Usually when people start a business they are told to ‘go networking’ to get clients, but they have no idea what is involved or how to be effective
We’ll cover the many advantages of face to face networking, but also the unknown fact that catches many people out and results in them giving up thinking it doesn’t work.
By the end you will have an understanding of the benefits from face to face networking, and how to easily get started.
Before we start and I talk about all the good benefits, it is important to understand that it is perfectly ok to feel that you do not want to do this and to even hate the idea at the moment!
When people are surveyed about their fears two of the top ones are walking into a room full of strangers and public speaking. Networking combines both of these so it is ok to be apprehensive – almost everyone at a networking meeting felt exactly the same way when they started.
I do highly recommend face to face business networking and am going to show you some of the benefits in this session, but if you really really don’t want to do it then there are online alternatives available now.
One key point that makes people think networking doesn’t work is their incorrect belief that they are there to sell on the day. Many times I’ve seen people come to an event, rush round handing out business cards and leave thinking that they have been networking.
The purpose of networking is to make connections that could lead to possible business – likely by referral, rather than make a sale to them on the day. That’s an important point that is often missed. You may get business from the connections of the people in the room, rather than the people there themselves.
At one large networking event in London, with 500 attendees, the presenter asked the audience ‘who is here to sell today?’ and most of the hands went up. He then asked ‘who is here to buy today?’ and out of 500 people only a few hands went up… so there can be quite a difference in expectations.
Benefits of networking
When you go networking it is important to set out what you want to achieve from an event.
Some popular goals are:
New business – are you looking to network so that you can actually bring in some more clients for your business?
Visibility & connections – to help your clients, is it just something that you are doing to let people in the local area know about your business? Also you may be looking to make connections so that you can refer your clients to other professionals.
Socialising – running a business can be a lonely time for some people moving from employment, are you networking so that you can meet like-minded business owners?
Public speaking – many networking events give you the option to speak about your business to the group for a minute, this can be a great opportunity to develop your public speaking skills in a supportive environment.
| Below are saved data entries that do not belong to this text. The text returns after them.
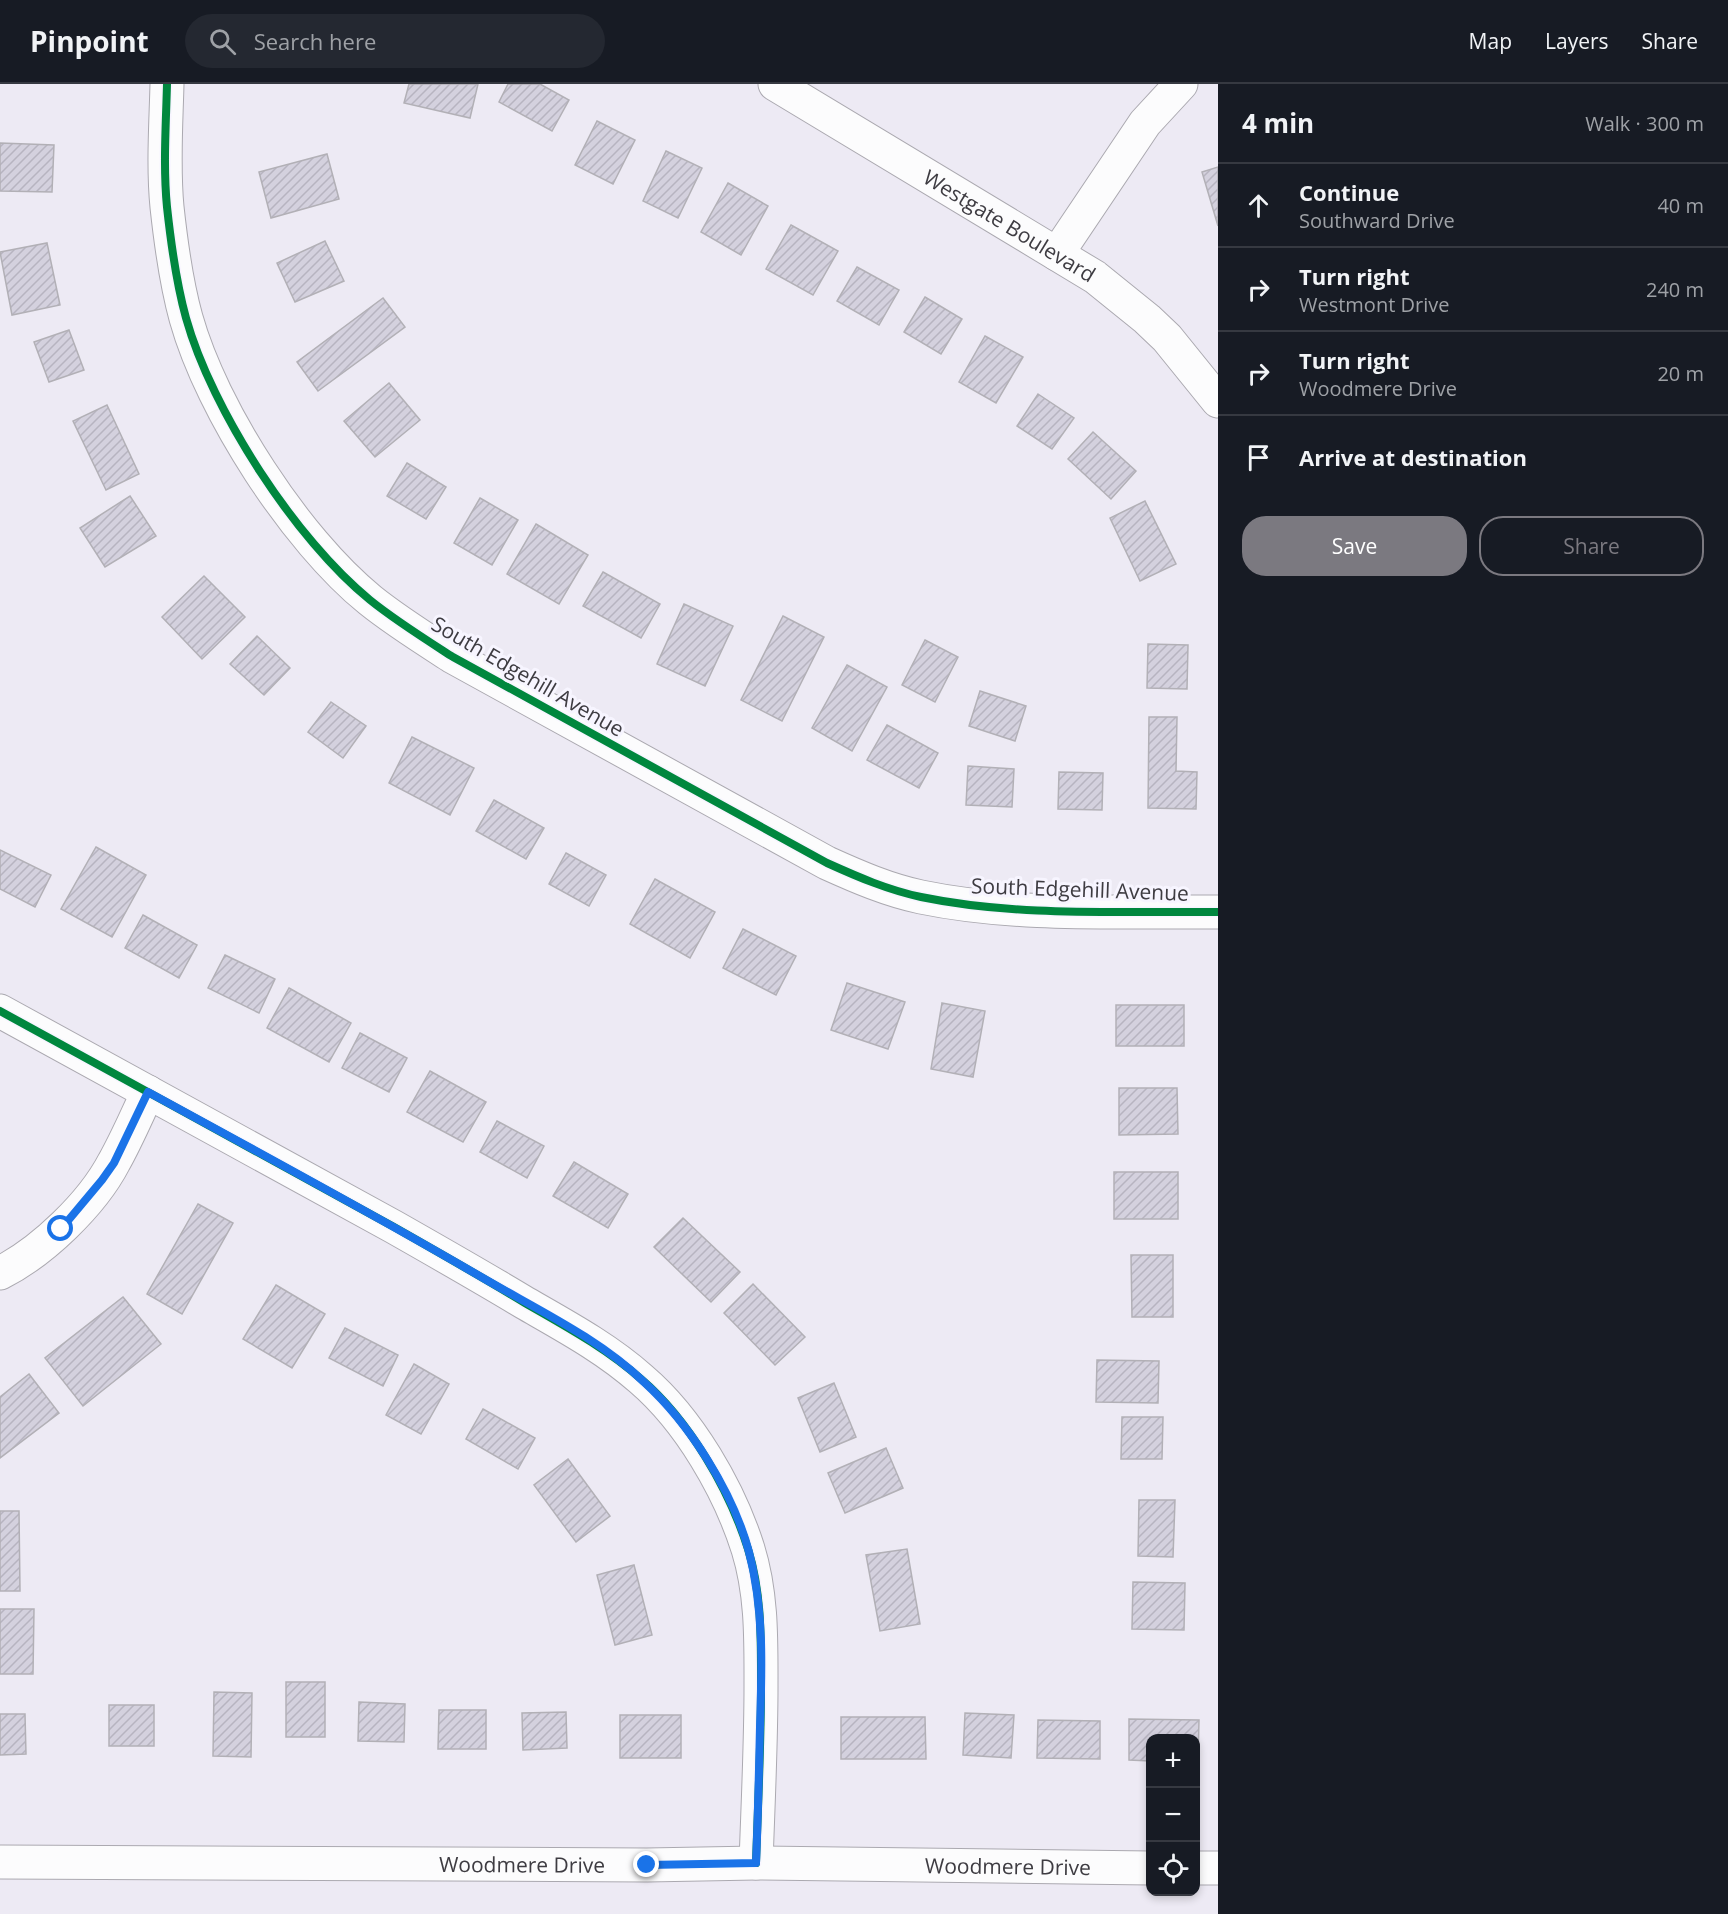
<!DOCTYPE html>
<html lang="en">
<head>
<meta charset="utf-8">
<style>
  :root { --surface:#171b24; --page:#242831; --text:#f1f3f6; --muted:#9ea1a6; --line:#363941; --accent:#7b7980 }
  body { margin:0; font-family:"Open Sans",sans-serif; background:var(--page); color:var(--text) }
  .controls { position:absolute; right:18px; bottom:18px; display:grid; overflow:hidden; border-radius:12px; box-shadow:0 3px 9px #0003 }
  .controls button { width:54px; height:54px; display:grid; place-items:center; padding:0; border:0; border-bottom:2px solid var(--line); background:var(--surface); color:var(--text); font:30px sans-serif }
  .stop { position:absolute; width:18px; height:18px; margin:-14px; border:4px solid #1a73e8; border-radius:50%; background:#fff }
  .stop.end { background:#1a73e8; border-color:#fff; box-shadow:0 2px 6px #0008 }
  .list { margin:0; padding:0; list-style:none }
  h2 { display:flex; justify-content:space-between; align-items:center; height:78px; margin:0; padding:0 24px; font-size:26px }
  h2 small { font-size:20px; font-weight:400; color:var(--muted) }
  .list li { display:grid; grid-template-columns:39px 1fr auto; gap:18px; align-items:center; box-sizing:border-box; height:84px; padding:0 24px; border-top:2px solid var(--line) }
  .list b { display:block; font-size:22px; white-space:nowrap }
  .list p { margin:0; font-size:20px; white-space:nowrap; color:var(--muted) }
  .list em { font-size:20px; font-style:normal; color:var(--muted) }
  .actions { display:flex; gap:12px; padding:18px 24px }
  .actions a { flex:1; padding:14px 0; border:2px solid var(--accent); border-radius:24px; text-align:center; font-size:21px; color:var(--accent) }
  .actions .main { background:var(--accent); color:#fff }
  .icon { flex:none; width:33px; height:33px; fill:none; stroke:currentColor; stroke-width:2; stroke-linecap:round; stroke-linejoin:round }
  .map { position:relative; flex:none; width:1218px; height:1830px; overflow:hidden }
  header { display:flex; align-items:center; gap:36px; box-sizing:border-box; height:84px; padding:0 30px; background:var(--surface); border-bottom:2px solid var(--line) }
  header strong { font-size:28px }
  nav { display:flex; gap:33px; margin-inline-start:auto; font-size:21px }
  .search { width:420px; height:54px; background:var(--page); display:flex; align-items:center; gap:15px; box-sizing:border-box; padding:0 21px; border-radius:33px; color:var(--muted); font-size:22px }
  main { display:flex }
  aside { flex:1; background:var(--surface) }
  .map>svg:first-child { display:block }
  .building { fill:url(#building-hatch); stroke:#b2b0b6; stroke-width:1.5 }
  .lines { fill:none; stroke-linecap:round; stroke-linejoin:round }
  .minor-casing { stroke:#aba9b0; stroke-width:35 }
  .minor { stroke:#fcfcfd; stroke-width:33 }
  .cycleway-casing { stroke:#f7f5ff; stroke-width:11 }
  .cycleway { stroke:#00873e; stroke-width:8 }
  .route { stroke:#1a73e8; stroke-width:8 }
  .labels { text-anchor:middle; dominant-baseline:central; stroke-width:6; stroke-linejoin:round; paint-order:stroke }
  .street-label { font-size:21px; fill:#3e3c42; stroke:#f7f5ff }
</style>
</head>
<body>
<header>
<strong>Pinpoint</strong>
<div class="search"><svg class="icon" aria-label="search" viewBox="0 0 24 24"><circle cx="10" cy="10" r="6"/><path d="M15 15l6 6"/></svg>Search here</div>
<nav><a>Map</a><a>Layers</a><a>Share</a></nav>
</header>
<main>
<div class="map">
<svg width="1218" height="1830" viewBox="0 0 1218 1830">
  <defs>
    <pattern id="building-hatch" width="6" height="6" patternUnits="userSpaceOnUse" patternTransform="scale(1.5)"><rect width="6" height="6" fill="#d4d1de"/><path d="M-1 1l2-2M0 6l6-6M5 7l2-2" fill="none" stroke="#b7b4c0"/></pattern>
  </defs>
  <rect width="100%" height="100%" fill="#edeaf4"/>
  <!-- building -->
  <g class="building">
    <path d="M409 0H478L470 34 404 19Z"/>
    <path d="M508 0H540L569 16 552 47 499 18Z"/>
    <path d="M597 37 635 56 613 100 575 81Z"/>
    <path d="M0 59 54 61 52 108 0 107Z"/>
    <path d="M666 67 702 84 678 134 643 117Z"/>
    <path d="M327 70 339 115 271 134 259 88Z"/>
    <path d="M1218 83V142L1202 88Z"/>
    <path d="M728 99 768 122 741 171 701 148Z"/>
    <path d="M791 141 838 167 813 211 766 185Z"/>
    <path d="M325 157 344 197 295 218 277 179Z"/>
    <path d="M47 159 60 221 12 231 0 168Z"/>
    <path d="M857 183 899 206 879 241 837 217Z"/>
    <path d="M925 213 962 235 941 270 904 248Z"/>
    <path d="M383 214 405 243 318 307 297 278Z"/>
    <path d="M69 246 84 286 49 298 34 258Z"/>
    <path d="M985 252 1023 273 996 319 959 298Z"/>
    <path d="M389 299 420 336 375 373 344 337Z"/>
    <path d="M1038 310 1074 334 1052 365 1017 342Z"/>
    <path d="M107 321 139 390 106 406 73 337Z"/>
    <path d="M1093 348 1136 387 1111 415 1068 375Z"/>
    <path d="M407 379 446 403 426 435 387 412Z"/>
    <path d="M130 412 156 452 105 483 80 444Z"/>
    <path d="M480 414 518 436 492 481 454 459Z"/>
    <path d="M1145 417 1176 480 1140 497 1110 434Z"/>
    <path d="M536 440 588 471 559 520 507 490Z"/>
    <path d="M603 488 660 520 641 554 583 522Z"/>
    <path d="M204 492 245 533 202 575 162 533Z"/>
    <path d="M684 520 733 542 705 602 657 580Z"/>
    <path d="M783 532 824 553 782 637 741 616Z"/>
    <path d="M257 552 290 584 264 611 230 580Z"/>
    <path d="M925 556 958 573 935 618 902 601Z"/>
    <path d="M1148 560 1188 561 1187 605 1147 604Z"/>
    <path d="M847 581 887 603 852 667 812 644Z"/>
    <path d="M980 607 1026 622 1015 657 969 642Z"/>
    <path d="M331 618 366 642 343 674 308 648Z"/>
    <path d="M1149 633H1177L1176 687 1197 688 1196 725 1148 724Z"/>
    <path d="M887 641 938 669 919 704 867 676Z"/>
    <path d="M412 653 474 684 450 731 389 699Z"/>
    <path d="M968 682 1014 685 1012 723 966 721Z"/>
    <path d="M1059 688 1103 689 1102 726 1058 725Z"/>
    <path d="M494 716 544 744 526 775 476 747Z"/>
    <path d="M96 763 146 791 112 853 61 825Z"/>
    <path d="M0 766 51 791 35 823 0 805Z"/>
    <path d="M566 769 606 791 589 822 549 800Z"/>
    <path d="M655 795 715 828 690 874 630 840Z"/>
    <path d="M143 831 197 861 179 894 125 864Z"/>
    <path d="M743 845 796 872 776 911 723 884Z"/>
    <path d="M225 871 275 895 259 929 208 904Z"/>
    <path d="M847 899 905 918 888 965 831 946Z"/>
    <path d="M289 904 351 939 329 978 267 944Z"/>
    <path d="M942 919 985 927 973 993 931 985Z"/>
    <rect x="1116" y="921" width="68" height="41"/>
    <path d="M360 949 407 974 389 1008 342 984Z"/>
    <path d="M430 987 486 1018 463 1058 407 1028Z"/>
    <path d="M1119 1004H1177L1178 1050 1119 1051Z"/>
    <path d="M497 1037 544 1062 527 1094 480 1068Z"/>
    <path d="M574 1078 628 1110 608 1144 553 1112Z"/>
    <rect x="1114" y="1088" width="64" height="47"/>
    <path d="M198 1120 233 1139 182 1230 147 1210Z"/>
    <path d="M683 1134 740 1188 711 1218 654 1163Z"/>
    <path d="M1131 1171H1173V1233H1132Z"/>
    <path d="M753 1200 805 1253 775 1281 724 1229Z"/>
    <path d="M276 1201 325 1230 292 1284 243 1255Z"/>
    <path d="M123 1213 161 1260 83 1322 45 1274Z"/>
    <path d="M345 1244 398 1271 383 1302 329 1274Z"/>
    <path d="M1097 1276 1159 1277 1158 1319 1096 1318Z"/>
    <path d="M414 1280 449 1300 421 1350 386 1331Z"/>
    <path d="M29 1290 59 1329 0 1374V1313Z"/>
    <path d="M834 1299 856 1353 820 1368 798 1314Z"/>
    <path d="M483 1325 535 1354 518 1385 466 1355Z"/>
    <path d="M1122 1333H1163L1162 1375H1121Z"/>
    <path d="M886 1364 903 1404 845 1429 828 1389Z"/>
    <path d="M568 1375 610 1432 576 1458 534 1401Z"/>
    <path d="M1139 1416H1175L1173 1473 1138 1472Z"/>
    <path d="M0 1427H19L20 1507H0Z"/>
    <path d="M907 1465 920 1540 880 1547 866 1471Z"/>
    <path d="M634 1481 652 1551 615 1561 597 1491Z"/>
    <path d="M1133 1498 1185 1499 1184 1546 1132 1545Z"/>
    <path d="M0 1525H34L33 1590H0Z"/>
    <rect x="286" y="1598" width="39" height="55"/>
    <path d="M214 1608 252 1609 251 1673 213 1672Z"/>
    <path d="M359 1618 405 1620 404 1658 358 1657Z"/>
    <rect x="109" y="1621" width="45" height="41"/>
    <path d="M439 1626H486V1665H438Z"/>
    <path d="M566 1628 567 1664 523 1666 522 1629Z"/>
    <path d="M965 1629 1014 1631 1011 1674 963 1671Z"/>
    <path d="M0 1630H25L26 1670 0 1671Z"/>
    <rect x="620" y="1631" width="61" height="43"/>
    <path d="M841 1633H925L926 1675H841Z"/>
    <path d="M1129 1635 1199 1636 1198 1678H1196V1654H1150V1677L1129 1676Z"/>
    <path d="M1038 1636 1100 1637V1675L1037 1674Z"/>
  </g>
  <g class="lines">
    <defs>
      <g id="minor">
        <path d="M167 0C166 40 163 82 167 123 171 160 176 198 186 234 212 327 296 456 370 516 396 537 425 555 453 573L827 779C858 793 888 806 921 813 1018 833 1120 827 1218 828"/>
        <path id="s1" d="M775 0 1095 193 1147 235 1167 254 1218 317"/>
        <path d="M1057 170 1145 39 1181 0"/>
        <path d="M0 927C131 999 263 1071 394 1143 438 1168 482 1193 525 1219 565 1242 606 1264 641 1295 689 1336 729 1405 748 1465 762 1510 761 1556 761 1602 761 1661 758 1720 756 1779"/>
        <path d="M0 1189C42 1168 92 1120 114 1078 127 1055 137 1031 148 1008"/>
        <path id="s2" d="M0 1778 647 1781 756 1779 1150 1784"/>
        <path d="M1196 1784H1218"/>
      </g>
    </defs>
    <!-- minor casing -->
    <use href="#minor" class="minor-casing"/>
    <!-- minor -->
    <use href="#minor" class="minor"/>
    <defs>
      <g id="cycleway">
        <path d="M167 0C166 40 163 82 167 123 171 160 176 198 186 234 212 327 296 456 370 516 396 537 425 555 453 573L827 779C858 793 888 806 921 813 1018 833 1120 827 1218 828"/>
        <path d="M0 927C131 999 263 1071 394 1143 438 1168 482 1193 525 1219 565 1242 606 1264 641 1295 689 1336 729 1405 748 1465 762 1510 761 1556 761 1602 761 1661 758 1720 756 1779"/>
      </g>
    </defs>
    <!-- cycleway casing -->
    <use href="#cycleway" class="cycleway-casing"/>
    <!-- cycleway -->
    <use href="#cycleway" class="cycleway"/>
  </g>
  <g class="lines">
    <!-- route -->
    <path class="route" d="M61 1145 102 1096 114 1079 148 1008C260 1069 373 1130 483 1194 538 1226 598 1254 644 1298 690 1340 733 1408 749 1468 764 1525 762 1584 760 1643 759 1688 758 1734 756 1779L647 1781"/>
  </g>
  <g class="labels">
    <!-- street labels -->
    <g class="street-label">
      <text stroke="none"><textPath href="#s1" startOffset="274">Westgate Boulevard</textPath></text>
      <text transform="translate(528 592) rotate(30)">South Edgehill Avenue</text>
      <text transform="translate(1080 805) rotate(2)">South Edgehill Avenue</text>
      <text stroke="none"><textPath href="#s2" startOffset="522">Woodmere Drive</textPath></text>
      <text stroke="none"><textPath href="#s2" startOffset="1008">Woodmere Drive</textPath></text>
    </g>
  </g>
</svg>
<div class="controls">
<button>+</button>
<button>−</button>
<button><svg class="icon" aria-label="locate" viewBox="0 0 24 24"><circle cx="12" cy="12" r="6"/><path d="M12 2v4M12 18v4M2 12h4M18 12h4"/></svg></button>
</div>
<div class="stop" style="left:61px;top:1145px"></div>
<div class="stop end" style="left:647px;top:1781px"></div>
</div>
<aside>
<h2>4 min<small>Walk · 300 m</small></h2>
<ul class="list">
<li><svg class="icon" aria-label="ahead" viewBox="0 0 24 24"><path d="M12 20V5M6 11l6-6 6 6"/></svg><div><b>Continue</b><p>Southward Drive</p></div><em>40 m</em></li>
<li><svg class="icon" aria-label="right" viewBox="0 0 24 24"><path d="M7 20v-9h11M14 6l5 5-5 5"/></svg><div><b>Turn right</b><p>Westmont Drive</p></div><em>240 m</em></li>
<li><svg class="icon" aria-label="right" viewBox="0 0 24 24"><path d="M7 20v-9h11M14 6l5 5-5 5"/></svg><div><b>Turn right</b><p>Woodmere Drive</p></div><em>20 m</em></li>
<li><svg class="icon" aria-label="arrive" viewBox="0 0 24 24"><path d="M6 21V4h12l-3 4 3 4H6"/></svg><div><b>Arrive at destination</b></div></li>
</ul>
<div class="actions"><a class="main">Save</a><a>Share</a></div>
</aside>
</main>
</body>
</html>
Remember most people will have not wanted to do this when they came to their first meeting, but have developed their skills over time.
Developing your business – by meeting with other professionals you can bounce ideas of them and refine your business. Even just speaking about your own business regularly to others helps this. However, you should only do this in general terms, it’s not a way to get loads of free advice. If you could benefit from their professional services on a deeper level, then you should engage them on a paying basis.
My top 4 tips for new networkers
When you start out networking it can be somewhat daunting, so here are my top 4 tips to make things easy for you
arrive early – there will be less people there so it won’t be as off-putting, plus you will create a good impression by being early – sometimes I have been a guest at a meeting and been there well before some of the members arrived.
seek out open groups – when you are looking at groups of people standing together look to see if the group is open or closed. By that I mean look to see if there is a space for someone to join in, or if they are huddled together. A closed group means they are not looking to connect outside, perhaps they are having a private discussion. An open group should welcome you into the conversation.
look for people on their own – If you are stuck for someone to talk to, look out for people on their own and go up to them – they will welcome the approach as they are probably unsure themselves.
stand by the sign in desk or coffee table – that way you are guaranteed a stream of people coming past you. They may even assume you are part of the event and chat with you.
Whatever your goal from networking, business cards are another factor of meetings – either they’ll be passed round the room for everyone to take one or you will want to give them out individually when you make a connection.
I have already covered the important points about how people should contact you, but in summary your business card should carry:
business summary – what you do and where you are based (rather than a job title, it is a good opportunity to include your summary 1 or 2 sentences instead.) I have had a card from someone that didn’t have their name or any other details. Perhaps they thought it was clever marketing, but after trying to find them online I gave up – many wouldn’t even have bothered.
email – You may want to give your email address, or maybe use a contact form on your website before giving it out. Unfortunately, some people you meet at networking events seem to think that having your business card means that they can subscribe you to their newsletter.
your website address
quality print – there are many options for good quality printing online, where small quantities of cards can be ordered if needed. In the past you had to order hundreds.
Make sure that you choose a quality paper for the card, and avoid the supplier’s logo on the reverse (sometimes you have to choose not to have this in the ordering process.)
bring them! Of course the most important thing to do with your cards is to actually bring them. If you forget them then they are no good. Many people keep a supply in the car and perhaps some in the pocket of a jacket they are likely to be wearing.
Business networking is a subject with many levels, and indeed there are many books and courses available if you want to go deeper.